Sabonis was a fourth-round draft pick of the Atlanta Hawks in 1985, but the league voided the pick because he had yet to turn 21. The Trail Blazers selected him in the first round the next season and retained his rights until this season. In the meantime, he spent six years in Spain, averaging 20.3 points and 12.2 rebounds.

Although he has an Achilles' tendon that has twice required surgery, Sabonis is averaging 13.8 points and 6.9 rebounds and shooting 57.3 percent, including 44.2 percent from three-point range. He had a career-high 24 points against the Boston Celtics on Wednesday. And he's only averaging 23.4 minutes.

"He was the premier big man in all of Europe," said Cavaliers coach Mike Fratello, who drafted him in Atlanta. "He certainly could play and be a factor in the NBA."

Pretty in pink?

The Chicago Bulls' Dennis Rodman is clearly the best rebounder in the league today, so it really makes no difference how strange he is -- just as long as he gets the job done.

Adam Kopulsky, a 15-year-old basketball player at Birmingham High School in Los Angeles, apparently doesn't have the same impact.

Kopulsky, a junior varsity reserve, recently was benched for two games after dying his hair pink in tribute to his favorite player.

"Dennis Rodman is a distraction to his teammates," Birmingham coach Al Bennett said. "[Rodman] is an anti-hero and to copy him is foolish."

Rodman labeled the benching "stupid."

"What's wrong with pink?" Rodman said. "Is it too much of a feminine thing?"

The art of sitting

Milwaukee Bucks center Kevin Duckworth gets paid to sit a lot -- he has not played in 15 straight games -- so he has had time to rate his bench-sitting positions. The best, he said, is the left elbow resting on the left thigh, with chin resting comfortably in his left hand.

"Very comfortable," he said.

BDoes he like the position because it allows his right hand to call on the courtside vendors? Duckworth appears to have beefed up since being traded from the Washington Bullets. The Bucks list his weight at 290 pounds.

"Don't ask me about how much I weigh," Duckworth said. "That's like asking a woman her age."

Around the league

When Boston lost to the Vancouver Grizzlies during their recent four-game road trip, it marked the first time since 1949 that the Celtics lost to a first-year club. . . . Cleveland guard Terrell Brandon and New York Knicks guard Derek Harper got into a jawing match last week, with Harper at one point apparently cocking his arm. "There was no way I was going to fight him," Brandon said. "Harper is my hero.

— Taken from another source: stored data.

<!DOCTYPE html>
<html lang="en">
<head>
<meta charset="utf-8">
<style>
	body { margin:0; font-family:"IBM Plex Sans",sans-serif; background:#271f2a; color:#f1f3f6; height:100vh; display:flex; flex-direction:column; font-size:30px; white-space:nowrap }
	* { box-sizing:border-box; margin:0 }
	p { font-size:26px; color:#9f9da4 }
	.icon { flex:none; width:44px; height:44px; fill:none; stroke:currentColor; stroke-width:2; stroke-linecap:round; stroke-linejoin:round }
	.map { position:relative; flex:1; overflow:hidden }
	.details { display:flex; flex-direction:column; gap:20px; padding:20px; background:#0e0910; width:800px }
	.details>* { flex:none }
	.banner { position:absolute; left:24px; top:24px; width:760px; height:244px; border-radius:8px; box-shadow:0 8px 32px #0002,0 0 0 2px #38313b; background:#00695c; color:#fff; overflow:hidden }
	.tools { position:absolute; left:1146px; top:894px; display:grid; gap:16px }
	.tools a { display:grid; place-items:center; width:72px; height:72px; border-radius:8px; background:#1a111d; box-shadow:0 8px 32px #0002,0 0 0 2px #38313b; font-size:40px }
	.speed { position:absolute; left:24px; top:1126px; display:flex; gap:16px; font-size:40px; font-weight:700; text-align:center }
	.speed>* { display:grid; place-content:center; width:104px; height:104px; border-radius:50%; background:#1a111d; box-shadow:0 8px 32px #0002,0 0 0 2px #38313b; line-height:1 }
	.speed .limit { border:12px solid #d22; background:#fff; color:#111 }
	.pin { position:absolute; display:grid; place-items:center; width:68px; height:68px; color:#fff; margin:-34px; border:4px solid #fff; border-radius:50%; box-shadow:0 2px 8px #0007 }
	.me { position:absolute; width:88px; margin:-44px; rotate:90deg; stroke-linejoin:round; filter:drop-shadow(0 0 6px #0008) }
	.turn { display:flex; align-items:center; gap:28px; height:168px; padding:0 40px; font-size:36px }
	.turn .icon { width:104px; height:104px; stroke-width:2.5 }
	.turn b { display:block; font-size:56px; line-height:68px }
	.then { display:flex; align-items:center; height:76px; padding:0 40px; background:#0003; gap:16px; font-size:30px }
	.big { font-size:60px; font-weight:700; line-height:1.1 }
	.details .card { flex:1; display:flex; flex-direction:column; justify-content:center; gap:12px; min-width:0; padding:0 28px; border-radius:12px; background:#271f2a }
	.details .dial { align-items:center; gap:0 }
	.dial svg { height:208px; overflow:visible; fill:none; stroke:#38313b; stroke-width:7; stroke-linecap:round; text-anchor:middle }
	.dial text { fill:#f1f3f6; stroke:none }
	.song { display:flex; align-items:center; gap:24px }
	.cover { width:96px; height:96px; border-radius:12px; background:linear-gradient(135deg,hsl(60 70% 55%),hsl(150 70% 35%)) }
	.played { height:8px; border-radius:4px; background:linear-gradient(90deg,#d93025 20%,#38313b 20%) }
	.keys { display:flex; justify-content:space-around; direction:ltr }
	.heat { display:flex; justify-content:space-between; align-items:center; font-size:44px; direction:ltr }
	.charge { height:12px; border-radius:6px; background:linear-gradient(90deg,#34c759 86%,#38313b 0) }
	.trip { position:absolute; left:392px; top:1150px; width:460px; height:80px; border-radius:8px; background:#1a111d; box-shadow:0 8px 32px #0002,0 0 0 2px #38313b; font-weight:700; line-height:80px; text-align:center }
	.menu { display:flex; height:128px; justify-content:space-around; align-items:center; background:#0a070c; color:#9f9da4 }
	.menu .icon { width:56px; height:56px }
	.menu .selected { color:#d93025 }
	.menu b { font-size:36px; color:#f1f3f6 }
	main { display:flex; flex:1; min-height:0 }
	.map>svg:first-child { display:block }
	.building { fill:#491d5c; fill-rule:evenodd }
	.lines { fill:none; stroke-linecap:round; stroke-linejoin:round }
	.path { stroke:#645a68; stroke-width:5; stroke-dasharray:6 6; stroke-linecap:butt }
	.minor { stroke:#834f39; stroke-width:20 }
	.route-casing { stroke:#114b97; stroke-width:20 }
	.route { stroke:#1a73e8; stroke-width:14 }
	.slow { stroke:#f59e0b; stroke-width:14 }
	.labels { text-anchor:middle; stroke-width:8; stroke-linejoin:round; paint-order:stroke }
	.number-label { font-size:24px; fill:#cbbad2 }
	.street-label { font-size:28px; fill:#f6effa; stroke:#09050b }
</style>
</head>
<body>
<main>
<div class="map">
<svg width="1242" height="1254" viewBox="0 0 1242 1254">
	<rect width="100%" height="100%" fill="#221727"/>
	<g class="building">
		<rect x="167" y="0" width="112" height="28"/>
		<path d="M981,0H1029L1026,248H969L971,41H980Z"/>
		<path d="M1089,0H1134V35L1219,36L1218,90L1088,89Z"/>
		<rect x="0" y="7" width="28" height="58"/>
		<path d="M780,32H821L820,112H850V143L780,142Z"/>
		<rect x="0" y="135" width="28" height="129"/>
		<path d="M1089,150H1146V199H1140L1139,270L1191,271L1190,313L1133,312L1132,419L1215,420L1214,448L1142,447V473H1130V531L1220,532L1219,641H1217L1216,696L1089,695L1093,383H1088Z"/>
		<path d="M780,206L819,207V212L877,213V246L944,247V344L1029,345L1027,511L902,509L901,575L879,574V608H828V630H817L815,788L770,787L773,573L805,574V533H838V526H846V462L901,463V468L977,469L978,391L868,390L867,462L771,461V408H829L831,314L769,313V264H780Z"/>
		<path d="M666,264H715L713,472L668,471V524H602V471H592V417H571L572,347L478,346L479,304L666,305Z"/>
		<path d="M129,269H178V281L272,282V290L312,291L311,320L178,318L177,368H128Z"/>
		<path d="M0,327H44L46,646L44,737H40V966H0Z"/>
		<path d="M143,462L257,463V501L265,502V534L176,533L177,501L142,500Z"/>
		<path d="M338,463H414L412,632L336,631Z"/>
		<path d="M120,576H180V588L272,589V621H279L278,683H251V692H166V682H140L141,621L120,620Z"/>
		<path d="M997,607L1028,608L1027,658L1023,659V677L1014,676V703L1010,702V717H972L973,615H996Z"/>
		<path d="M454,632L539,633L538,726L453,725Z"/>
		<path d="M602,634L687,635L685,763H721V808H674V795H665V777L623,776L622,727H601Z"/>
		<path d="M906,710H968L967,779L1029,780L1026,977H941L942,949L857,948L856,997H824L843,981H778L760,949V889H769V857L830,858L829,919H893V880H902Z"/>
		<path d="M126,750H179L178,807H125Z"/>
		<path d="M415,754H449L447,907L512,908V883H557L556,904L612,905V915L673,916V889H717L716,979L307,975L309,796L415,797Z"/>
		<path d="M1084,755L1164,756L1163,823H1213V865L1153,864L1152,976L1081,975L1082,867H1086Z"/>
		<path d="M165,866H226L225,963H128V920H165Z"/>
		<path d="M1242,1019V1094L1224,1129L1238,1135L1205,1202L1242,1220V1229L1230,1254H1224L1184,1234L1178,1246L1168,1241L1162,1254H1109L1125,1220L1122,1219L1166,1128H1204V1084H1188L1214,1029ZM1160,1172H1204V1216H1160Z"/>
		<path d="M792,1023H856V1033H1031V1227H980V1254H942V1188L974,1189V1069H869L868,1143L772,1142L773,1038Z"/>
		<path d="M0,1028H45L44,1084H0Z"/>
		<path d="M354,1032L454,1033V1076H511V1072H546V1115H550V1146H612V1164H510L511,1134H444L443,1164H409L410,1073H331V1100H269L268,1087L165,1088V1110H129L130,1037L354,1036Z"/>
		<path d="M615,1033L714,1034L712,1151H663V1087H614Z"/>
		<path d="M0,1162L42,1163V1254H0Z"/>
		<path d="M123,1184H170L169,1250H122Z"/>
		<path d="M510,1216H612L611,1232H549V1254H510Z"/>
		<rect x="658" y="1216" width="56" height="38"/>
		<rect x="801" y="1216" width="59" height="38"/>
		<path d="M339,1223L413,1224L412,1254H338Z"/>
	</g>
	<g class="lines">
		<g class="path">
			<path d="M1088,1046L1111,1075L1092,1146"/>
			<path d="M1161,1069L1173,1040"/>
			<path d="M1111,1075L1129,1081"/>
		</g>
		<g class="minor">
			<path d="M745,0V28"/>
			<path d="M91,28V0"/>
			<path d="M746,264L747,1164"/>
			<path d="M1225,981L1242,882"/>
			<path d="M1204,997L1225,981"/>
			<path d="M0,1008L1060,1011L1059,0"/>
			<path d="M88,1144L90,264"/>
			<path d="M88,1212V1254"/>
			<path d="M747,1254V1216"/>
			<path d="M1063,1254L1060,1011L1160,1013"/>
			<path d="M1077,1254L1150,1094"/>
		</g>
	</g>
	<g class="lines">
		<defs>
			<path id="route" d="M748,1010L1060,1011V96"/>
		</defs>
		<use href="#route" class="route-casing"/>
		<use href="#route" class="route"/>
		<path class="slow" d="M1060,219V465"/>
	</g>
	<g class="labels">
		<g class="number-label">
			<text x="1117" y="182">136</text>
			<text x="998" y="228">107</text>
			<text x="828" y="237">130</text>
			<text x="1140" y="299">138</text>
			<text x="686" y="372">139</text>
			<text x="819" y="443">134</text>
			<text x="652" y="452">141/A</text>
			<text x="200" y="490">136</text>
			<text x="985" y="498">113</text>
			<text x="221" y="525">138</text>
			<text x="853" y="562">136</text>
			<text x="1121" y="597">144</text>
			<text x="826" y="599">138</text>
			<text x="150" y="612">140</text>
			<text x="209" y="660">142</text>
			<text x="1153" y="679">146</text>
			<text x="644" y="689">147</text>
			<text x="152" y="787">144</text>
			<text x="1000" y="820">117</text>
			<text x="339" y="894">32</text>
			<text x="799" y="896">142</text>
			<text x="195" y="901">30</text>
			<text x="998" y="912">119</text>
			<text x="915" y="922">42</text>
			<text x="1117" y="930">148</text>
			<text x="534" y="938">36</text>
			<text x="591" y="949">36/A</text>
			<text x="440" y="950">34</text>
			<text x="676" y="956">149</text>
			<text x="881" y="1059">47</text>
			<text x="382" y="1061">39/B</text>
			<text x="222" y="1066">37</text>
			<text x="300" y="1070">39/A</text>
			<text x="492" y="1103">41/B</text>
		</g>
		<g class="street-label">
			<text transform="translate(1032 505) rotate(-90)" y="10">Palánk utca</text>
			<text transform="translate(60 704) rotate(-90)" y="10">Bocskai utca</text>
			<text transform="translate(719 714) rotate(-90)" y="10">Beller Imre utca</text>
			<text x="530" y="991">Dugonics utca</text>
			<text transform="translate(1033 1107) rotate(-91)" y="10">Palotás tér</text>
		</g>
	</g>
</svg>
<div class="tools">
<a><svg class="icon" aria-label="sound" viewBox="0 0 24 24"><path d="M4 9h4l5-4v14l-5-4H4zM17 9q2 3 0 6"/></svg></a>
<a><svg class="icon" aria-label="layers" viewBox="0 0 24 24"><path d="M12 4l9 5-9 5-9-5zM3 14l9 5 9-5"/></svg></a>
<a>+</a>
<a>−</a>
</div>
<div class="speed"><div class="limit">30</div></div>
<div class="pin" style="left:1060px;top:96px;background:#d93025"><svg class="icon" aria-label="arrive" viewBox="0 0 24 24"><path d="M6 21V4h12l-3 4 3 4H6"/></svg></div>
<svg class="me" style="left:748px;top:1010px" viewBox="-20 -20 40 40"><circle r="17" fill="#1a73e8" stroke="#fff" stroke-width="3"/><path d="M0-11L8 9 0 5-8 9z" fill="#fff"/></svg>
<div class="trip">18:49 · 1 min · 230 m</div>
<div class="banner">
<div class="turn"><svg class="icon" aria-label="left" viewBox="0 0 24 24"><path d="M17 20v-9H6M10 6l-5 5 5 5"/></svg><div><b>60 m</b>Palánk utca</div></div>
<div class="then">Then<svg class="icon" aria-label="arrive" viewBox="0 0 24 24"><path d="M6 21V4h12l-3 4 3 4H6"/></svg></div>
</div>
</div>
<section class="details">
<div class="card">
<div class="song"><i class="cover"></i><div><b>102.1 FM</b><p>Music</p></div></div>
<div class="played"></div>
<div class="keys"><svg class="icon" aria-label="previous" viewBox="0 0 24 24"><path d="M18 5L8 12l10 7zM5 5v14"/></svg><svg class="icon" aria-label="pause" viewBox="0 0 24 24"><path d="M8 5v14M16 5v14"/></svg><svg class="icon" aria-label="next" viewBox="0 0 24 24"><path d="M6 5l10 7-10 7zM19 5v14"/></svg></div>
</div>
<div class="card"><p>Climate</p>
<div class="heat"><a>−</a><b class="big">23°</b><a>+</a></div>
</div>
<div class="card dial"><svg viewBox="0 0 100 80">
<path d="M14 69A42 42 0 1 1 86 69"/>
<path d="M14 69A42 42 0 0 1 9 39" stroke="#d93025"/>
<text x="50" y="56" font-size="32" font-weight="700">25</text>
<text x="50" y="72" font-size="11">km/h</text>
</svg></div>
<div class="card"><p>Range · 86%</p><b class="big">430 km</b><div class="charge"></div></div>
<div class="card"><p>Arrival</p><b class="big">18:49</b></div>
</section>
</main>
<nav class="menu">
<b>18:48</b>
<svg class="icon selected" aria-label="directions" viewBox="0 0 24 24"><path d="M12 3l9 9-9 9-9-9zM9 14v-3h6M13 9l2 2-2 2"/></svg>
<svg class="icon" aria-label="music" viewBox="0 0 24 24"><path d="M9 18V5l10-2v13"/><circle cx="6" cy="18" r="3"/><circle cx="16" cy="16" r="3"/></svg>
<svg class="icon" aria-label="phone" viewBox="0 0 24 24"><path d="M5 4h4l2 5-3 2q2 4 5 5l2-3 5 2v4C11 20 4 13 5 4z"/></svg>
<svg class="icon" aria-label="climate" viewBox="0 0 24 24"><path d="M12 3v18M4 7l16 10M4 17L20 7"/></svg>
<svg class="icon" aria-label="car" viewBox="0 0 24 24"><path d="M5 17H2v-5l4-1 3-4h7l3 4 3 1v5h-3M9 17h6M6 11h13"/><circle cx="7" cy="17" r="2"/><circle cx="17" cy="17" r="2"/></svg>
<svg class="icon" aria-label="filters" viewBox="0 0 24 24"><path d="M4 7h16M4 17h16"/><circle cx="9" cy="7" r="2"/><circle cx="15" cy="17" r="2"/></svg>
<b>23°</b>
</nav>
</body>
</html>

I still have his poster up on my wall at my mother's house." . . . Point guard Kenny Anderson, who turned down a six-year, $40 million contract with the New Jersey Nets, signed with agent David Falk this week. Anderson, in search of more money, is shooting 37.7 percent. . . . Yinka Dare assist update: still at zero for his career. No truth to the rumor that when his first assist is recorded, the Nets will stop the game and award him the ball. . . . Stoudamire was a little upset at not winning the league's December Rookie of the Month award, which went to the Golden State Warriors' Joe Smith. "If you look at my numbers I had better numbers in December than in November. . . . Maybe they don't want to give

it to the same player every month."

Quote of the week

From Phoenix Suns forward Charles Barkley, who attended the Fiesta Bowl with longtime Grambling football coach Eddie Robinson and former teammate Danny Ainge:

"I'm sitting here with one guy who's a legend in his own time, and another one who's a legend in his own mind."